Two police officers who took pictures of the bodies of murdered sisters Bibaa Henry and Nicole Smallman have been jailed for two years and nine months each.

You're kidding..? 

The women's mother, Mina Smallman, said the officers' actions were a 'betrayal of catastrophic proportions' and a 'sacrilegious act'.

The OED defines sacrilege as 'violation or misuse of what is regarded as sacred'. I didn't realise these two women were so highly regarded...

Meanwhile, elsewhere:
An actress who assaulted the manager of an upmarket fish and chip restaurant and returned two months later to attack the owner has avoided a jail term.
Jonathan Bryan, prosecuting, said Gatacre called Mr Ahmed a dirty Bangladeshi man’ during the incident. He said Gatacre was ‘screaming at the top of her lungs’ as she said: ‘You don’t belong here, this is my country. I can do what I like.’
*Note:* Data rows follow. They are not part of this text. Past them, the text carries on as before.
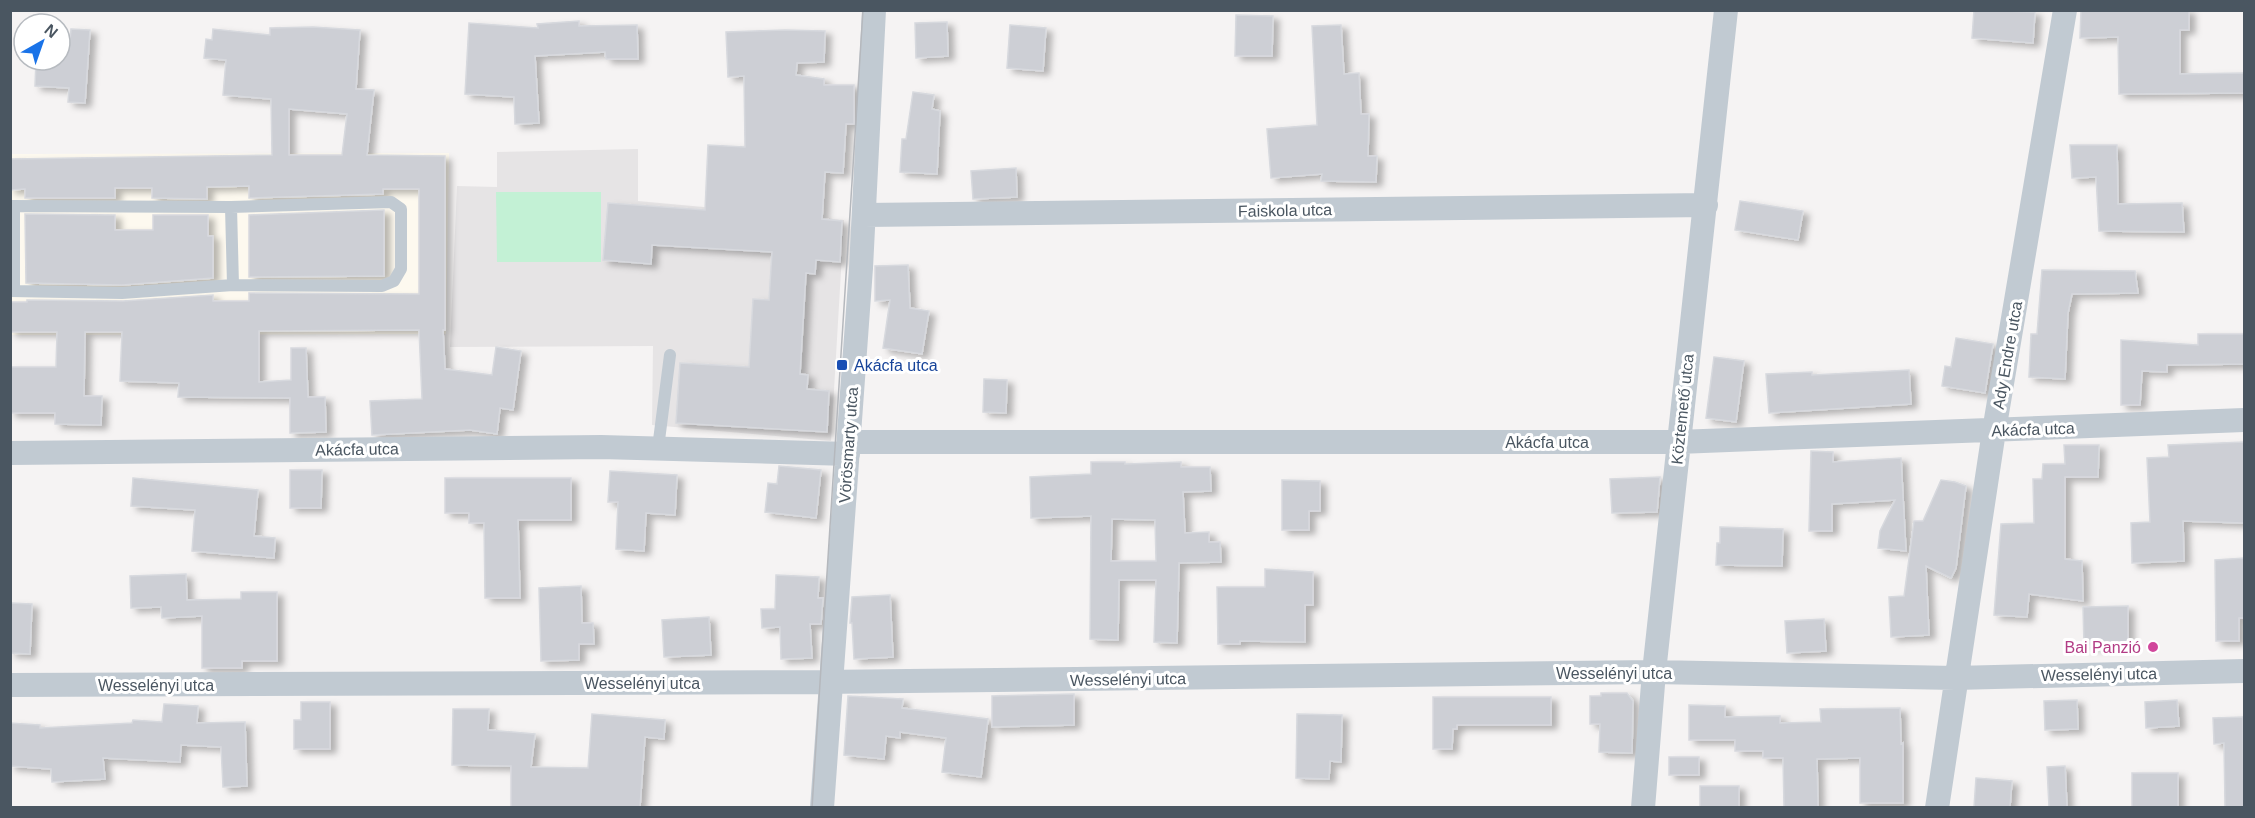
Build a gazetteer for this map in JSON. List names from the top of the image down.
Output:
{
  "streets": {
    "street": [
      "Faiskola utca",
      "Ady Endre utca",
      "Köztemető utca",
      "Akácfa utca",
      "Vörösmarty utca",
      "Wesselényi utca"
    ]
  },
  "crossings": [
    ["Faiskola utca", "Köztemető utca"],
    ["Faiskola utca", "Vörösmarty utca"],
    ["Ady Endre utca", "Akácfa utca"],
    ["Ady Endre utca", "Wesselényi utca"],
    ["Köztemető utca", "Akácfa utca"],
    ["Köztemető utca", "Wesselényi utca"],
    ["Akácfa utca", "Vörösmarty utca"],
    ["Vörösmarty utca", "Wesselényi utca"]
  ],
  "places": {
    "transit": ["Akácfa utca"],
    "other": ["Bai Panzió"]
  },
  "north": "top right"
}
I thought the courts frowned on this sort of thing? Yet actual, physical, racially aggravated assault gets no real sentence at all, while taking photos of people who are dead gets you near on three years in chokey... 

8 comments:

Lord T said...

Tried by social media. Tears and emotions are trumping facts and reality. They will appeal this as I'm not even clear that this is an offence.

Another example of how the woke are screwing our country.
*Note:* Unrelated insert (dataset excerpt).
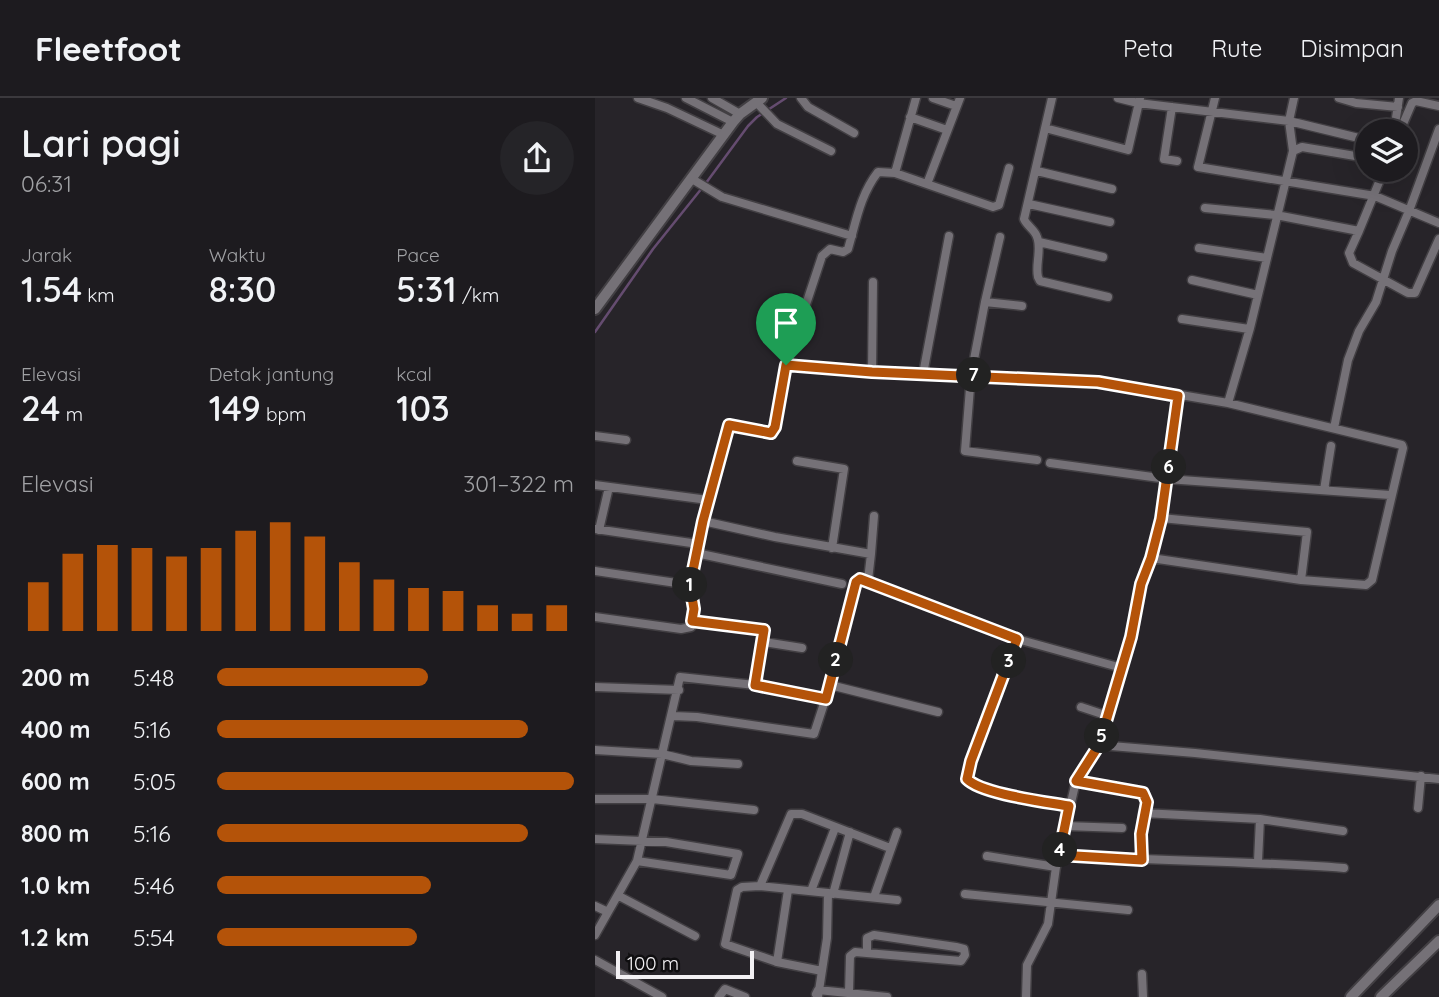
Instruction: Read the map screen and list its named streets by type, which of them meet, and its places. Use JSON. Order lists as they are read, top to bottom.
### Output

On the plus side I wonder how many people that these two put away under the same rules.

Anonymous said...

Melvin will be along in a minute telling the internet that they should have been hung drawn and quartered...but back in the real world this sentence is ridiculous. I've seen criminals do real damage and get probation and community service or even less.
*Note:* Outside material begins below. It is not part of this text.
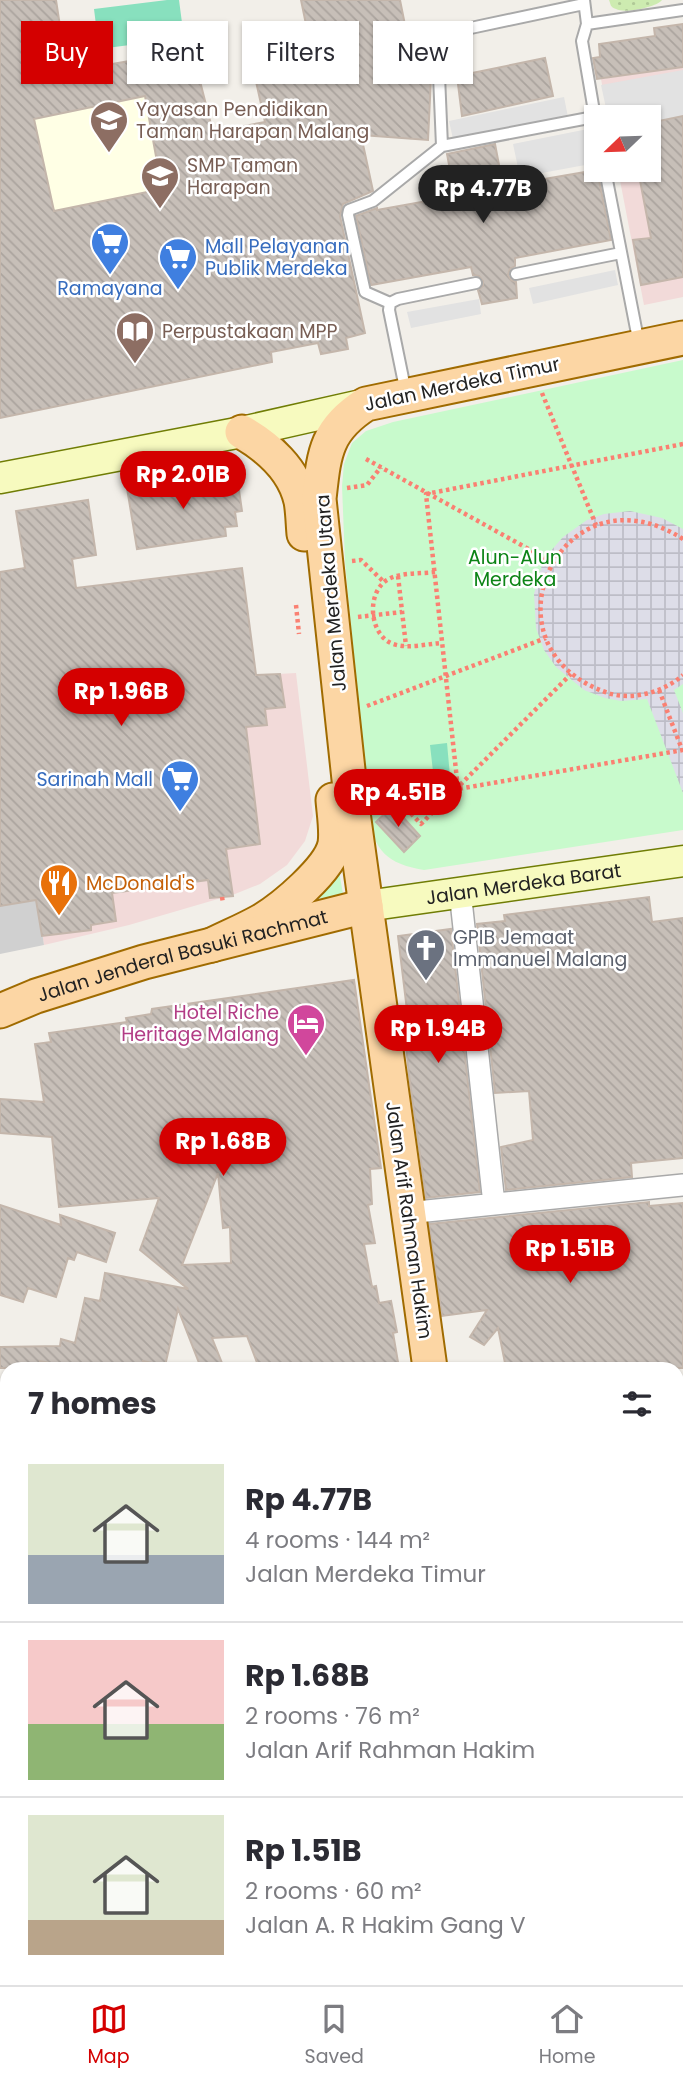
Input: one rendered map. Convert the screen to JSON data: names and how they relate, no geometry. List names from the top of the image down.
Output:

I'm not defending these two idiots in any way. What they did was unbelievably stupid and makes all our jobs harder. It's completely taken the focus off the real crime here, two minorities brutally killed by yet another minority. Caught quickly and dealt with by the police in a professional way.

Although these PC's were not kids, both were in their probation period when they did this stupidity. Because of the awful training newbies now receive these bad eggs do not get weeded out at an early stage like they did in my early days. Supervisors are scared of supervising in case of a complaint.
Jaded.

Bucko said...

I couldn't believe that one when I read it. Jail for being distasteful. When it comes to physical assaults, you really have to push it before you get jail time and that would only be if you caught the judge on a bad day.
Prison really seems to be reserved only for those who hurt feelings, these days

Anonymous said...

What they did isn't a crime, and I'm not even sure that it is against a published code of conduct (who'd a thought you could do such a thing when Peel was around).

Anonymous said...

A frilly balaclava to mask a penis transplant would make a welcome Christmas gift for WC Jaded.

Sgt Albert Hall said...

Misconduct in public office. A Common Law misdemeanour resurrected by the Independent Office for Police Conduct. It’s dragged out and used against police officers when they haven’t otherwise broken the law but have been “very naughty”. The penalty is unlimited, conviction could result in life imprisonment.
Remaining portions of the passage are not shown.